Stable committed prefixPostgreSQL avoids exposing in-flight transactions; SQLite serializes commits through one writer per boundary.
Single active publisherPostgreSQL nodes acquire a boundary lock; SQLite runs exactly one active node.

Notifications are not the guarantee

PostgreSQL LISTEN/NOTIFY, SQLite wake-ups, and polling only tell the publisher that there may be work to do. If a signal is missed, periodic polling still drains the committed event log from the persisted checkpoint.

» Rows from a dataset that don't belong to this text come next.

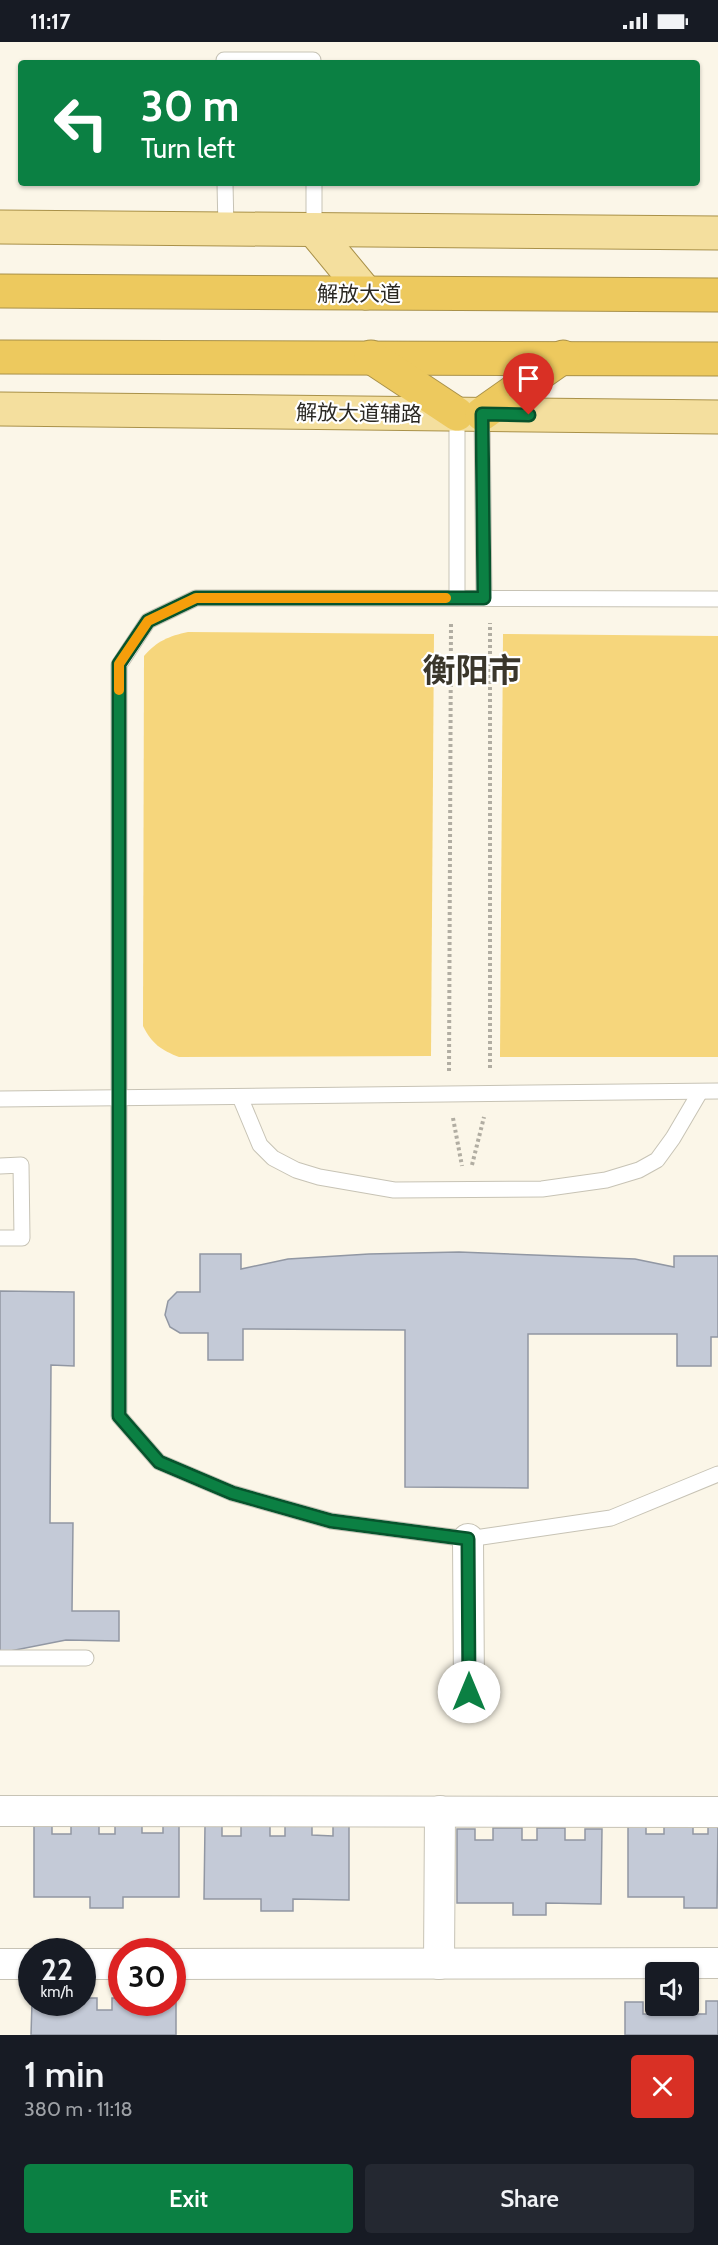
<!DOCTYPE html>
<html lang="en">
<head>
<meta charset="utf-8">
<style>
	:root { --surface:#171b24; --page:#242831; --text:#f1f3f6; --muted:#9ea1a6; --accent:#0b8043 }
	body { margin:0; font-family:Cabin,"Noto Sans SC",sans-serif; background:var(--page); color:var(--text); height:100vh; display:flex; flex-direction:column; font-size:22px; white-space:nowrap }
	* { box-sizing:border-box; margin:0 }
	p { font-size:20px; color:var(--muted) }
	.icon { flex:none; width:33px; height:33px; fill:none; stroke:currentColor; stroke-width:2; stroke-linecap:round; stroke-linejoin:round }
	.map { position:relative; height:1993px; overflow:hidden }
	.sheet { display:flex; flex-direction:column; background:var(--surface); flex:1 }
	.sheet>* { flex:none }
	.hud { position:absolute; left:18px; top:18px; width:682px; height:126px; border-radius:6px; box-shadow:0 2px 4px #0004; background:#0b8043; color:#fff; overflow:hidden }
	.fabs { position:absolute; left:645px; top:1920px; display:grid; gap:12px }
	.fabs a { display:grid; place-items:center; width:54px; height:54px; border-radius:6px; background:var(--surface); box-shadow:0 2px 4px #0004; font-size:30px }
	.speed { position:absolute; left:18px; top:1896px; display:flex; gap:12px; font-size:30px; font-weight:700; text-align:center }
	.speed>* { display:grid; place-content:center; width:78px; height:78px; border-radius:50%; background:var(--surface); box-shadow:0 2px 4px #0004; line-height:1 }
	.speed small { font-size:15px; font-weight:400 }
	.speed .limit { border:9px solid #d22; background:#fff; color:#111 }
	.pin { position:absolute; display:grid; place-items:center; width:51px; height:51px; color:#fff; margin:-62px -26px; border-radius:50% 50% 50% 0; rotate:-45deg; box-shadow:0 0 6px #0007 }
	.pin .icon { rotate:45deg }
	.me { position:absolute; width:66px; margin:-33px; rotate:0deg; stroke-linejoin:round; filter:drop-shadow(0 0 4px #0008) }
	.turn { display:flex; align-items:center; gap:21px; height:126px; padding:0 24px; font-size:27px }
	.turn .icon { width:78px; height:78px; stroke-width:2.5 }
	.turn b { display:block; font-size:42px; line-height:51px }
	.round { display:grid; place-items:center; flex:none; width:63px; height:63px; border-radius:6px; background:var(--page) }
	.summary { display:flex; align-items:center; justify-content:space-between; height:102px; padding:0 24px }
	h1 { font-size:36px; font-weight:600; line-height:45px }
	.button { display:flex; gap:12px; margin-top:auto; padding:12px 24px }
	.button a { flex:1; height:69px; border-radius:6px; background:var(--accent); color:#fff; font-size:24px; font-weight:600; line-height:69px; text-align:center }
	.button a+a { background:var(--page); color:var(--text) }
	.status { display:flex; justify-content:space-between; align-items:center; height:42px; padding:0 30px; background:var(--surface); direction:ltr }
	.status svg { height:16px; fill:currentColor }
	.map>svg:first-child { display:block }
	.green { fill:#f6d67c }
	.building { fill:#c4cad7; stroke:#9197a3; stroke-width:1.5 }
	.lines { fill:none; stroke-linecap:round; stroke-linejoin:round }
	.lane-casing { stroke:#c7c3b5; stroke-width:17 }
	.street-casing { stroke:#c7c3b5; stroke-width:32 }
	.primary-casing { stroke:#a99149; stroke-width:35 }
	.highway-casing { stroke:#a99149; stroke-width:35 }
	.path { stroke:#b1ada2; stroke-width:4; stroke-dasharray:3 3; stroke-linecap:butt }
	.lane { stroke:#fff; stroke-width:15 }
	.street { stroke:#fff; stroke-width:30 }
	.primary { stroke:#f4df9e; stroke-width:33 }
	.highway { stroke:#edc95e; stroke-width:33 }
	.route-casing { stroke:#07532c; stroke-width:15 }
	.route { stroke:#0b8043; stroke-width:10 }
	.slow { stroke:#f59e0b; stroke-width:10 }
	.labels { text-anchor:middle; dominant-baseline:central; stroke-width:4.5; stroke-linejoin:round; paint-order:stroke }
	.street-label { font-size:21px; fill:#2a2823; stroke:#fff }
	.town-label { font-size:33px; font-weight:bold; fill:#3a362b; stroke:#fff }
</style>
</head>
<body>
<div class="status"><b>11:17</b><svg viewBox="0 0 49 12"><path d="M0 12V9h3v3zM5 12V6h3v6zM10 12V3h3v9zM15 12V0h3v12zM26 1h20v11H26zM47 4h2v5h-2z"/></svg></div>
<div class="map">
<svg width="718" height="1993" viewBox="0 0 718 1993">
	<rect width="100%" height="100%" fill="#fbf6e8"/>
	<g class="green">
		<path d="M188,590l246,2 -3,422 -252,1c-18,-7 -27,-13 -36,-31l1,-370c13,-15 25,-20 44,-24z"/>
		<path d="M503,592l215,2v421h-218z"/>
	</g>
	<g class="building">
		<path d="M459,1210l176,7 39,8v-11h44v81h-7v29h-34v-32h-149v154l-123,-1v-157l-162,-1v31h-35v-27h-28l-10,-6 -5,-12 3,-14 9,-9h23v-38h41v15l47,-10 81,-5z"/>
		<path d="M0,1249l74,1v74l-23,-1 -1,158h23l-1,88h47v30l-53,-1 -66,13z"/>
		<path d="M71,1779h28v13h16v-13h27v12h21v-11h16v75h-56v11h-33v-11h-56v-75h18v12h19z"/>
		<path d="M664,1779h29v13h15v-13h10l-1,87h-33v-11h-56v-75h18v12h18z"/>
		<path d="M241,1781h29v13h15v-12h27v11l21,1v-12l16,1v75l-56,-1v12h-32v-12h-57l1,-74h17v11h19z"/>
		<path d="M493,1786h29v12h15v-12h28v12h20v-11h17l-1,75 -55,-1v12h-33v-12h-56v-74h18v11h18z"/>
		<path d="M82,1956h15v12h15v-12h10v4h17v8h21v-8h12v-3h4v36h-145l1,-33h17v8h19v-8h14z"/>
		<path d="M688,1959h2v13h16v-13h12v34h-93v-33h18v12h19v-8h26z"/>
	</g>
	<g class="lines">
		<g class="lane-casing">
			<g id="lane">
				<path d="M224,21v-3h89v3"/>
				<path d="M225,141l1,46"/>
				<path d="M314,141v47"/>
				<path d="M457,372v184"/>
				<path d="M482,372l2,184"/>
				<path d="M718,557l-522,-1 -48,23 -29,44v751l40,46 73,31 99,28 137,18 143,-21 107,-44"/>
				<path d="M240,1055l20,48 13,13 23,12 23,7 75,13 148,-1 64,-9 33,-10 18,-10 16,-22 27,-46"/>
				<path d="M0,1057l718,-8"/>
				<path d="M0,1124l21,-1 1,73h-22"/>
				<path d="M0,1616h86"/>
			</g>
		</g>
		<g class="street-casing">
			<g id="street">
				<path d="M468,1497l1,153"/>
				<path d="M0,1769l718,1"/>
				<path d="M0,1922h32"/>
				<path d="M82,1922h40"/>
				<path d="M172,1922l546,-1"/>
				<path d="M439,1922l1,-153"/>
			</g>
		</g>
		<g class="primary-casing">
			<g id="primary">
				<path d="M0,185l718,6"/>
				<path d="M314,188l52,63"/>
				<path d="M0,367l718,8"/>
			</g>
		</g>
		<g class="highway-casing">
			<g id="highway">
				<path d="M0,249l718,4"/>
				<path d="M0,315l718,2"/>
				<path d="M371,315l86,57"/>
				<path d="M482,372l81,-57"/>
			</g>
		</g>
		<g class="path">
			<path d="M490,1026v-445"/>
			<path d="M449,1029l2,-448"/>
			<path d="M453,1076l9,48"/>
			<path d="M472,1123l12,-48"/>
		</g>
		<use href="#lane" class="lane"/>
		<use href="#street" class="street"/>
		<use href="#primary" class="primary"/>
		<use href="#highway" class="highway"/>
	</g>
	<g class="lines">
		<g class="route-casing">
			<path id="route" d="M469,1650l-1,-153 -137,-18 -99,-28 -73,-31 -40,-46v-752l29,-43 48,-23h288l-2,-184 47,1"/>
		</g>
		<use href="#route" class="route"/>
		<path class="slow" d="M119,648v-26l29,-43 48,-23h250"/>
	</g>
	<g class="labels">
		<g class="street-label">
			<text x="359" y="251">解放大道</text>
			<text transform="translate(359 371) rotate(1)">解放大道辅路</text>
		</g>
		<g class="town-label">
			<text x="472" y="628">衡阳市</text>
		</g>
	</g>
</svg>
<div class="fabs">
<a><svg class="icon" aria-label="sound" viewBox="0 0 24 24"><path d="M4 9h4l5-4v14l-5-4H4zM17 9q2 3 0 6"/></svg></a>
</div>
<div class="speed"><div>22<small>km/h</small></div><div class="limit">30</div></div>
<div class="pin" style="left:529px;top:373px;background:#d93025"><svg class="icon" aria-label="arrive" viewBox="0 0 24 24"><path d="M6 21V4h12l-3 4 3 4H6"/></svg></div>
<svg class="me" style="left:469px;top:1650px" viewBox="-20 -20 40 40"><circle r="19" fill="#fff"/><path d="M0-13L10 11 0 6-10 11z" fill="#0b8043"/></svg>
<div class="hud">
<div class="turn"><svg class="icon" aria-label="left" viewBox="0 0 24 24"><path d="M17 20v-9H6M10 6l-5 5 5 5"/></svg><div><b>30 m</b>Turn left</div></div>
</div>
</div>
<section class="sheet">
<div class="summary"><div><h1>1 min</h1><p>380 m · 11:18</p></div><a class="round" style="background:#d93025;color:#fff"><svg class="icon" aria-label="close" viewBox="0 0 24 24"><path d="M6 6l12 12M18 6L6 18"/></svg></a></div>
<div class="button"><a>Exit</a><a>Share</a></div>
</section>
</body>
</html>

This design is why no committed event is skipped even when a wake-up signal is delayed or lost.

At-least-once delivery

Publishing is at least once at the boundary between NATS publish and checkpoint update.

If NATS accepts an event and the checkpoint write fails, the event can be republished. Consumers should deduplicate by:

  • event_id
  • NATS message ID
  • idempotent projector writes

Ordering Scope

Sequential publishing is per boundary. Different boundaries can publish independently.

Within a boundary, consumers should process positions monotonically and persist their own projector checkpoint after side effects are durable.

JetStream retention is in memory

The embedded JetStream stream uses memory storage. It is the live-delivery buffer, not the source of truth — the durable event log in PostgreSQL or SQLite is. Two consequences follow:

  • Live retention is bounded by ORISUN_NATS_EVENT_STREAM_MAX_BYTES (default 512 MB), ORISUN_NATS_EVENT_STREAM_MAX_MSGS, and ORISUN_NATS_EVENT_STREAM_MAX_AGE (default 5m), per boundary. Events older than the window or beyond the size cap are dropped from the live buffer.
  • A subscriber that falls behind the retention window does not lose events. It falls out of live delivery and is served from the durable store by the catch-up phase instead.

The age window must comfortably exceed the catch-up handover grace (about 10 seconds) so a subscriber transitioning from catch-up to live does not land in a gap. Keep ORISUN_NATS_EVENT_STREAM_MAX_AGE well above that grace.

Because the stream is in memory, JetStream state does not survive a restart. After a restart, subscribers re-establish from their persisted position through catch-up. Size the retention window for your slowest expected subscriber, not for durability — durability already lives in the backend.

Subscriber catch-up

CatchUpSubscribeToEvents has two phases:

  1. Read committed events after the requested position from the durable store.
  2. Subscribe to JetStream for live delivery.

The catch-up phase is what lets a subscriber recover from downtime without depending on JetStream retention alone.